# RECORDS TO USE
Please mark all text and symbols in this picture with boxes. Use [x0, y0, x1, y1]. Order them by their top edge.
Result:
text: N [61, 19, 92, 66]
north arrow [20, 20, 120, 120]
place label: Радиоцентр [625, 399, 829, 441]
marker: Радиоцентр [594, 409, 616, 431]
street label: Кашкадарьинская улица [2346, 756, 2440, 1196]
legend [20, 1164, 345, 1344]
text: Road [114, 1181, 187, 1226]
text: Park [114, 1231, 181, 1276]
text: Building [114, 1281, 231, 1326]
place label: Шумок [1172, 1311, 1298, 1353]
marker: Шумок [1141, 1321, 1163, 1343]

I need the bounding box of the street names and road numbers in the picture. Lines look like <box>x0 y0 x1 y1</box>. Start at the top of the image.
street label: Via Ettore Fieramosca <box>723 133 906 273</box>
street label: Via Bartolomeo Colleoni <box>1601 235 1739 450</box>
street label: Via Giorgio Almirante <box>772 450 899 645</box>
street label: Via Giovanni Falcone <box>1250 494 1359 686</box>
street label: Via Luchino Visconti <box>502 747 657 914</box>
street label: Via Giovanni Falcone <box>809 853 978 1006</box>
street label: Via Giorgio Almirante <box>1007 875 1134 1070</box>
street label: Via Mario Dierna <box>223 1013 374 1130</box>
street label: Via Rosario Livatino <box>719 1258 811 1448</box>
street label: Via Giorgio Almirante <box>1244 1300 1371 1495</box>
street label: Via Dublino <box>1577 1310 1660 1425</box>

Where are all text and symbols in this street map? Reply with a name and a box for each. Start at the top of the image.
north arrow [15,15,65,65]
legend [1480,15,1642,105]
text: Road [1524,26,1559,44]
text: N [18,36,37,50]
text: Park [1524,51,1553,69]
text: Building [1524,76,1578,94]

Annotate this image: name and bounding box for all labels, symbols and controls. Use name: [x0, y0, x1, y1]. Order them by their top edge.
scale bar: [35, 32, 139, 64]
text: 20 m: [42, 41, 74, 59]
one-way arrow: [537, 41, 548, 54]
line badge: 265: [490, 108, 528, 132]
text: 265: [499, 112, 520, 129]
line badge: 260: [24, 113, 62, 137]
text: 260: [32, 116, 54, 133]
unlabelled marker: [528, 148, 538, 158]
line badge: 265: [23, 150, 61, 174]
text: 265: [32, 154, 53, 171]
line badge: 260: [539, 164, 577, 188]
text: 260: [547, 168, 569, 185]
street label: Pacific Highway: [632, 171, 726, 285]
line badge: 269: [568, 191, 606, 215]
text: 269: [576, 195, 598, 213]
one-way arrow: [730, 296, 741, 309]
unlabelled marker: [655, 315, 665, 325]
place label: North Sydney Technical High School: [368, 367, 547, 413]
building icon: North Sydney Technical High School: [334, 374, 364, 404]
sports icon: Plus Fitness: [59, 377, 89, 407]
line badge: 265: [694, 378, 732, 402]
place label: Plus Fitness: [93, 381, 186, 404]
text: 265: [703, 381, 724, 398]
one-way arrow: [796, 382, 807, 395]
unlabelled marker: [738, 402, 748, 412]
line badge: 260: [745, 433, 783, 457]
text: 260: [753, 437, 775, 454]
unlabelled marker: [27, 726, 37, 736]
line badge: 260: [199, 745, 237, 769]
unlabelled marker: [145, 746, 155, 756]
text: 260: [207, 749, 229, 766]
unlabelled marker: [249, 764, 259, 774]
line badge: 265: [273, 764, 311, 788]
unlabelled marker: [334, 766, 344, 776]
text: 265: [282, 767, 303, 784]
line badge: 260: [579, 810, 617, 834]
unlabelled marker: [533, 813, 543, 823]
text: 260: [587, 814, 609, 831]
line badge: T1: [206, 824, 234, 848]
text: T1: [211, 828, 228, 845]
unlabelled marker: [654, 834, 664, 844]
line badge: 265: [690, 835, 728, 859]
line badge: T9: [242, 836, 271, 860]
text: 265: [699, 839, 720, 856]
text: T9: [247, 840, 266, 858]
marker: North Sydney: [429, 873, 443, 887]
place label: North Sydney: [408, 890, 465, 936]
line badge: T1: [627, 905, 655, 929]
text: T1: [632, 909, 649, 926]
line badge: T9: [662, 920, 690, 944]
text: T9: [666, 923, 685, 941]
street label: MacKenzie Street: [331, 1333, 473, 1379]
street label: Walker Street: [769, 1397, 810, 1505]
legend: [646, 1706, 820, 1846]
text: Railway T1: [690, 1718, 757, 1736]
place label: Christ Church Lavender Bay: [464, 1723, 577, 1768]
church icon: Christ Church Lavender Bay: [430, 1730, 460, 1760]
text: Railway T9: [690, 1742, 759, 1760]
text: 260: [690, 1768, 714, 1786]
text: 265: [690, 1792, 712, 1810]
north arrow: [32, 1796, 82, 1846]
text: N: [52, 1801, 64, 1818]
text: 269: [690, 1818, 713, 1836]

# EXERCISE AIM
Could you write out all the data exactly as it is given?

# PROBLEM SOLUTION
Please mark all text and symbols in this picture with boxes. Use [x0, y0, x1, y1]. Order them by their top edge.
Result:
text: N [61, 19, 92, 66]
north arrow [20, 20, 120, 120]
place label: Радиоцентр [625, 399, 829, 441]
marker: Радиоцентр [594, 409, 616, 431]
street label: Кашкадарьинская улица [2346, 756, 2440, 1196]
legend [20, 1164, 345, 1344]
text: Road [114, 1181, 187, 1226]
text: Park [114, 1231, 181, 1276]
text: Building [114, 1281, 231, 1326]
place label: Шумок [1172, 1311, 1298, 1353]
marker: Шумок [1141, 1321, 1163, 1343]

I need the bounding box of the street names and road numbers in the picture. Lines look like <box>x0 y0 x1 y1</box>. Start at the top of the image.
street label: Via Ettore Fieramosca <box>723 133 906 273</box>
street label: Via Bartolomeo Colleoni <box>1601 235 1739 450</box>
street label: Via Giorgio Almirante <box>772 450 899 645</box>
street label: Via Giovanni Falcone <box>1250 494 1359 686</box>
street label: Via Luchino Visconti <box>502 747 657 914</box>
street label: Via Giovanni Falcone <box>809 853 978 1006</box>
street label: Via Giorgio Almirante <box>1007 875 1134 1070</box>
street label: Via Mario Dierna <box>223 1013 374 1130</box>
street label: Via Rosario Livatino <box>719 1258 811 1448</box>
street label: Via Giorgio Almirante <box>1244 1300 1371 1495</box>
street label: Via Dublino <box>1577 1310 1660 1425</box>

Where are all text and symbols in this street map? Reply with a name and a box for each. Start at the top of the image.
north arrow [15,15,65,65]
legend [1480,15,1642,105]
text: Road [1524,26,1559,44]
text: N [18,36,37,50]
text: Park [1524,51,1553,69]
text: Building [1524,76,1578,94]

Annotate this image: name and bounding box for all labels, symbols and controls. Use name: [x0, y0, x1, y1]. Order them by their top edge.
scale bar: [35, 32, 139, 64]
text: 20 m: [42, 41, 74, 59]
one-way arrow: [537, 41, 548, 54]
line badge: 265: [490, 108, 528, 132]
text: 265: [499, 112, 520, 129]
line badge: 260: [24, 113, 62, 137]
text: 260: [32, 116, 54, 133]
unlabelled marker: [528, 148, 538, 158]
line badge: 265: [23, 150, 61, 174]
text: 265: [32, 154, 53, 171]
line badge: 260: [539, 164, 577, 188]
text: 260: [547, 168, 569, 185]
street label: Pacific Highway: [632, 171, 726, 285]
line badge: 269: [568, 191, 606, 215]
text: 269: [576, 195, 598, 213]
one-way arrow: [730, 296, 741, 309]
unlabelled marker: [655, 315, 665, 325]
place label: North Sydney Technical High School: [368, 367, 547, 413]
building icon: North Sydney Technical High School: [334, 374, 364, 404]
sports icon: Plus Fitness: [59, 377, 89, 407]
line badge: 265: [694, 378, 732, 402]
place label: Plus Fitness: [93, 381, 186, 404]
text: 265: [703, 381, 724, 398]
one-way arrow: [796, 382, 807, 395]
unlabelled marker: [738, 402, 748, 412]
line badge: 260: [745, 433, 783, 457]
text: 260: [753, 437, 775, 454]
unlabelled marker: [27, 726, 37, 736]
line badge: 260: [199, 745, 237, 769]
unlabelled marker: [145, 746, 155, 756]
text: 260: [207, 749, 229, 766]
unlabelled marker: [249, 764, 259, 774]
line badge: 265: [273, 764, 311, 788]
unlabelled marker: [334, 766, 344, 776]
text: 265: [282, 767, 303, 784]
line badge: 260: [579, 810, 617, 834]
unlabelled marker: [533, 813, 543, 823]
text: 260: [587, 814, 609, 831]
line badge: T1: [206, 824, 234, 848]
text: T1: [211, 828, 228, 845]
unlabelled marker: [654, 834, 664, 844]
line badge: 265: [690, 835, 728, 859]
line badge: T9: [242, 836, 271, 860]
text: 265: [699, 839, 720, 856]
text: T9: [247, 840, 266, 858]
marker: North Sydney: [429, 873, 443, 887]
place label: North Sydney: [408, 890, 465, 936]
line badge: T1: [627, 905, 655, 929]
text: T1: [632, 909, 649, 926]
line badge: T9: [662, 920, 690, 944]
text: T9: [666, 923, 685, 941]
street label: MacKenzie Street: [331, 1333, 473, 1379]
street label: Walker Street: [769, 1397, 810, 1505]
legend: [646, 1706, 820, 1846]
text: Railway T1: [690, 1718, 757, 1736]
place label: Christ Church Lavender Bay: [464, 1723, 577, 1768]
church icon: Christ Church Lavender Bay: [430, 1730, 460, 1760]
text: Railway T9: [690, 1742, 759, 1760]
text: 260: [690, 1768, 714, 1786]
text: 265: [690, 1792, 712, 1810]
north arrow: [32, 1796, 82, 1846]
text: N: [52, 1801, 64, 1818]
text: 269: [690, 1818, 713, 1836]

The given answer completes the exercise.